Ces phénomènes de ricochets, de contrecoups dans l'affaire de ce tout petit territoire qui est en jeu, il faut davantage qu'on les connaisse (et croyez-moi, il y en a qui le font savoir), car quelque chose peut être très grave pour la suite. Tout le monde dit: " Les Américains en Irak ont apporté la démocratie, non ce n'est pas vrai…" Mais il y a une chose très importante, évidente, c'est que les Etats-Unis ne pourront pas rester des années en Irak. Ils ne vont pas rester comme ça, les choses étant ce qu'elles sont, en Irak. L'opinion américaine considérera, et ce ne sera pas la première fois que, sous la pression de l'opinion américaine, les Etats-Unis se retirent d'un espace où ils ont massivement investi militairement. Les Etats-Unis se sont ainsi retirés du Viêt-Nam en 1973 (et non pas en 1975, comme on le dit souvent), où ils avaient mis cinq cents mille hommes. Et malgré ça, ils ont considéré qu'on tournait la page. Par conséquent, il est dans les scénarios possibles (et pour Israël, c'est redoutable) le scénario d'un retrait. Oh, pas demain, pas dans six mois, mais un retrait des Etats-Unis!

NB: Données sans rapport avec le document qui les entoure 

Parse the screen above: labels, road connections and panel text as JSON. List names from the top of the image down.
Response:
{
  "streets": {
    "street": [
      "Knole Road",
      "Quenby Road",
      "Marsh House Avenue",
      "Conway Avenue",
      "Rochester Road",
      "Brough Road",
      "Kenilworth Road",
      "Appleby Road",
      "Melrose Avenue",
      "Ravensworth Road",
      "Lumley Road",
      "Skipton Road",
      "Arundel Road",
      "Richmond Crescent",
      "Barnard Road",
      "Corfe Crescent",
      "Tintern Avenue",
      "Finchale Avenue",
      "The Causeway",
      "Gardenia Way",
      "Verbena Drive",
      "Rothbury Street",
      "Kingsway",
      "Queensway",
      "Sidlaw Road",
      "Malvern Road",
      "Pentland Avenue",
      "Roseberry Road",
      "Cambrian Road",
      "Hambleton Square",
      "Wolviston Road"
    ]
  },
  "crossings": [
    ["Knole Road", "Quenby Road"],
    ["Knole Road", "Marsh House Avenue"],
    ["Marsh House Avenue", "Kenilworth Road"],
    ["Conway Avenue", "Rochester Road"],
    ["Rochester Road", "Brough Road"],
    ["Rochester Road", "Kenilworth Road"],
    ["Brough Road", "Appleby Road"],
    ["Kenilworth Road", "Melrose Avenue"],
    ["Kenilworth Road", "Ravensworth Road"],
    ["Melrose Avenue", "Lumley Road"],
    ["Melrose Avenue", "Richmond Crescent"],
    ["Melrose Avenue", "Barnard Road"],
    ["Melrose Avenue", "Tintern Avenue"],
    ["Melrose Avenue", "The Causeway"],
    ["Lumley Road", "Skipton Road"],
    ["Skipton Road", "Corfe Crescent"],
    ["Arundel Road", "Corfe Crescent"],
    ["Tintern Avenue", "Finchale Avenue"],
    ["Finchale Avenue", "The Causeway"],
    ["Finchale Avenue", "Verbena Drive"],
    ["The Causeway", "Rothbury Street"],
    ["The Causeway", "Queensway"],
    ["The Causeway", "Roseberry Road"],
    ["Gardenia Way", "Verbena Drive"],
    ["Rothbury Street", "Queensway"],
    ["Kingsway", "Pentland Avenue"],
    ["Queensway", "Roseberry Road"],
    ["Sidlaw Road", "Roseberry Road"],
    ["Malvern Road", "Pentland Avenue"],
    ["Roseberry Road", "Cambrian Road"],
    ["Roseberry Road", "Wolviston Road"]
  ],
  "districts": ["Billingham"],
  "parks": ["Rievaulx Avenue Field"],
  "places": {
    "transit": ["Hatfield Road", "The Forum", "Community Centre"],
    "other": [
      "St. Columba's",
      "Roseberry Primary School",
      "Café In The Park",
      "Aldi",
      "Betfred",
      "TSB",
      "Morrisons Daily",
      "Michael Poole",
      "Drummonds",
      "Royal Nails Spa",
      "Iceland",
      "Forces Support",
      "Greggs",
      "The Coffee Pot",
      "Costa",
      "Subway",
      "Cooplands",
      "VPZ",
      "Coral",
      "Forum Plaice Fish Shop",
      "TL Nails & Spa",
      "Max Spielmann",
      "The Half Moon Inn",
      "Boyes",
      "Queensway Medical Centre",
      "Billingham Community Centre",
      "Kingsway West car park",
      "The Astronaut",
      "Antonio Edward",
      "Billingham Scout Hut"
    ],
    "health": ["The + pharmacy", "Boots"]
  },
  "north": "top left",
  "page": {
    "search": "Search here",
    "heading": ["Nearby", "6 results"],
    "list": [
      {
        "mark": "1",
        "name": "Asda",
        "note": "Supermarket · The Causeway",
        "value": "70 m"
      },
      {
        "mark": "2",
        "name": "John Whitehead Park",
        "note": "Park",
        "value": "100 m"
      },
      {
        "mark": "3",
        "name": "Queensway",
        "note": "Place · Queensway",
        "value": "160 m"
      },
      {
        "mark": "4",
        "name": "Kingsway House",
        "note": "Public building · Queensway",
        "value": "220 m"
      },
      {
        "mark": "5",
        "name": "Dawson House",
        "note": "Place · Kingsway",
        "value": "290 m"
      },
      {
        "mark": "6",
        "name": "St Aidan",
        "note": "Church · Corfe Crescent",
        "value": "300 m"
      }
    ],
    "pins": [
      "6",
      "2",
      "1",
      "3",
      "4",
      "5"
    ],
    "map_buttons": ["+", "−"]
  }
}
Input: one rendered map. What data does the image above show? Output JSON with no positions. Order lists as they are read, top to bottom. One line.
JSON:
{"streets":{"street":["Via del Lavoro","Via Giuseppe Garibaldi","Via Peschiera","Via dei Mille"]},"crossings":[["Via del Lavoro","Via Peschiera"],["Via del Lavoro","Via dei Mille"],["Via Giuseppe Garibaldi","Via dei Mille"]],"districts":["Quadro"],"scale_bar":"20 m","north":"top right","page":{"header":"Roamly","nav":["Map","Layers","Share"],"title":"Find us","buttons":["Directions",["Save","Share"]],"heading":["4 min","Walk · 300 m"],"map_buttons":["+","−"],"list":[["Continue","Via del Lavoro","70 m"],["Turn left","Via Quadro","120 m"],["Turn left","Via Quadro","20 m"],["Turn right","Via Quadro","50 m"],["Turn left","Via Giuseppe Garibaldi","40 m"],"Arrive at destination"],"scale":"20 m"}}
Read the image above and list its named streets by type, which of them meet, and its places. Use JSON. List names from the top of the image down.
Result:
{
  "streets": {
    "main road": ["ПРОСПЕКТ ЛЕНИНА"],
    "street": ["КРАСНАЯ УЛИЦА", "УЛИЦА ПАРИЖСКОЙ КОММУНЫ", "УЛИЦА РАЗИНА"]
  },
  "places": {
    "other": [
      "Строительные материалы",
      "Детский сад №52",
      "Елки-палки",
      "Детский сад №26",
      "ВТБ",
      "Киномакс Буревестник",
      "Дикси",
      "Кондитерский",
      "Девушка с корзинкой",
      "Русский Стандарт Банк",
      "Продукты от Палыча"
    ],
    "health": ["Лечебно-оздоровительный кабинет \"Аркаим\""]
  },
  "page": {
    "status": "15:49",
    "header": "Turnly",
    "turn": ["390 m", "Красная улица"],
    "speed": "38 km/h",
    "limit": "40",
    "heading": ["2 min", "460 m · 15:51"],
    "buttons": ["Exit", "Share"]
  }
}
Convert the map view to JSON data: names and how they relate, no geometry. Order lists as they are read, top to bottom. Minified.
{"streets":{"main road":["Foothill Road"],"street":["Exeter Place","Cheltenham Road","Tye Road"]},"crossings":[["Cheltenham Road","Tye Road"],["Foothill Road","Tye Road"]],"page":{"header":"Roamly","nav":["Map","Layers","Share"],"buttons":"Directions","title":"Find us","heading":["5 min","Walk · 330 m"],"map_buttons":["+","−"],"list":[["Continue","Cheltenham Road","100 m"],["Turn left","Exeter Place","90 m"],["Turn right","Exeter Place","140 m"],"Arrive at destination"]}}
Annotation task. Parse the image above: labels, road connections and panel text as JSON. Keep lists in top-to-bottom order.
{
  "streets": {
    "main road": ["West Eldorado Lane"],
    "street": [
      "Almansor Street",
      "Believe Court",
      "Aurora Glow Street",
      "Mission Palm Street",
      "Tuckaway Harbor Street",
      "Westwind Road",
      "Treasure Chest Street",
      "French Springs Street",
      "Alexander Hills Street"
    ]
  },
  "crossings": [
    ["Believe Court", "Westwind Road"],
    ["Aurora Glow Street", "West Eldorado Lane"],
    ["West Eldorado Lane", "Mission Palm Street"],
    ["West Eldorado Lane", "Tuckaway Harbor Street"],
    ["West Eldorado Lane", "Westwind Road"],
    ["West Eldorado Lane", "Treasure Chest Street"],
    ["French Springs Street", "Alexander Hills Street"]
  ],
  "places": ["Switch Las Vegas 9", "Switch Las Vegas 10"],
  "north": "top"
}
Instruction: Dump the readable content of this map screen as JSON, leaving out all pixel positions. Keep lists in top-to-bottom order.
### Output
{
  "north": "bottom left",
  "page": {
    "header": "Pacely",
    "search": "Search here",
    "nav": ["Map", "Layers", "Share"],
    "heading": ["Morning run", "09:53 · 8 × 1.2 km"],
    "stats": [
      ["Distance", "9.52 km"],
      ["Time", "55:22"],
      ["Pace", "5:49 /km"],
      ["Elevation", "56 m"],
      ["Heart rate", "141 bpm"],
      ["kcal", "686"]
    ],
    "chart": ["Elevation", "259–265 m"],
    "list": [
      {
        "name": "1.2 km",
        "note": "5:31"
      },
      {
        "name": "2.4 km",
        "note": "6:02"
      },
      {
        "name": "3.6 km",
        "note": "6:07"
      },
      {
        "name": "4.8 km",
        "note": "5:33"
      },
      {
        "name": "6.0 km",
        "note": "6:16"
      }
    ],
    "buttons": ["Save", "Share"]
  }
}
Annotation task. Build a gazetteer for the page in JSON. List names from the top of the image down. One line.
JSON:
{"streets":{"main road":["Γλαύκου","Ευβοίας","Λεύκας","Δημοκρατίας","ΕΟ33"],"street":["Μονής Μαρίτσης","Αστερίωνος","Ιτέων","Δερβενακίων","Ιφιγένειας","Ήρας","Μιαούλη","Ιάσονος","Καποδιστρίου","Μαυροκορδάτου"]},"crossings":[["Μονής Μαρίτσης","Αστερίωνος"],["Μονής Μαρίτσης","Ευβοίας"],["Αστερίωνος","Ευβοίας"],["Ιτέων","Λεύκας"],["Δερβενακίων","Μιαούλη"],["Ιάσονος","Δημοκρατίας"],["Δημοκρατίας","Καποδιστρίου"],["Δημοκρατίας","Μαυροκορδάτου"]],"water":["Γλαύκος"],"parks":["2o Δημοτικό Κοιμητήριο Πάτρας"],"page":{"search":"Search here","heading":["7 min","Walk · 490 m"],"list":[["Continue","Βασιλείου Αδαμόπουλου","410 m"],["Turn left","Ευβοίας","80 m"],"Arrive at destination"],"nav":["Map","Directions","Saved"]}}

Avec un Irak qui sera ce qu'il sera devenu… et avec une Turquie qui ne jouera peut-être plus son rôle de médiateur.
 
                           Par conséquent, les problèmes de territoires, si on les envisage de façon prospective, montrent toute leur importance. Voilà le conseil qu'un vieux géographe peut donner aux jeunes géopoliticiens d' AFIDORA, auxquels je renouvelle tous mes compliments, et mes encouragements!
 

 

AFIDORA : Merci infiniment M. Lacoste, merci aux participants à ce colloque, et merci à tous les intervenants qui nous ont fait la grâce de nous honorer de leur présence. Un grand merci à tous, à bientôt, et réfléchissez bien aux problématiques géopolitiques qui nous permettront de mieux comprendre une région finalement très importante pour mieux comprendre le monde qui nous entoure et dont nous participons.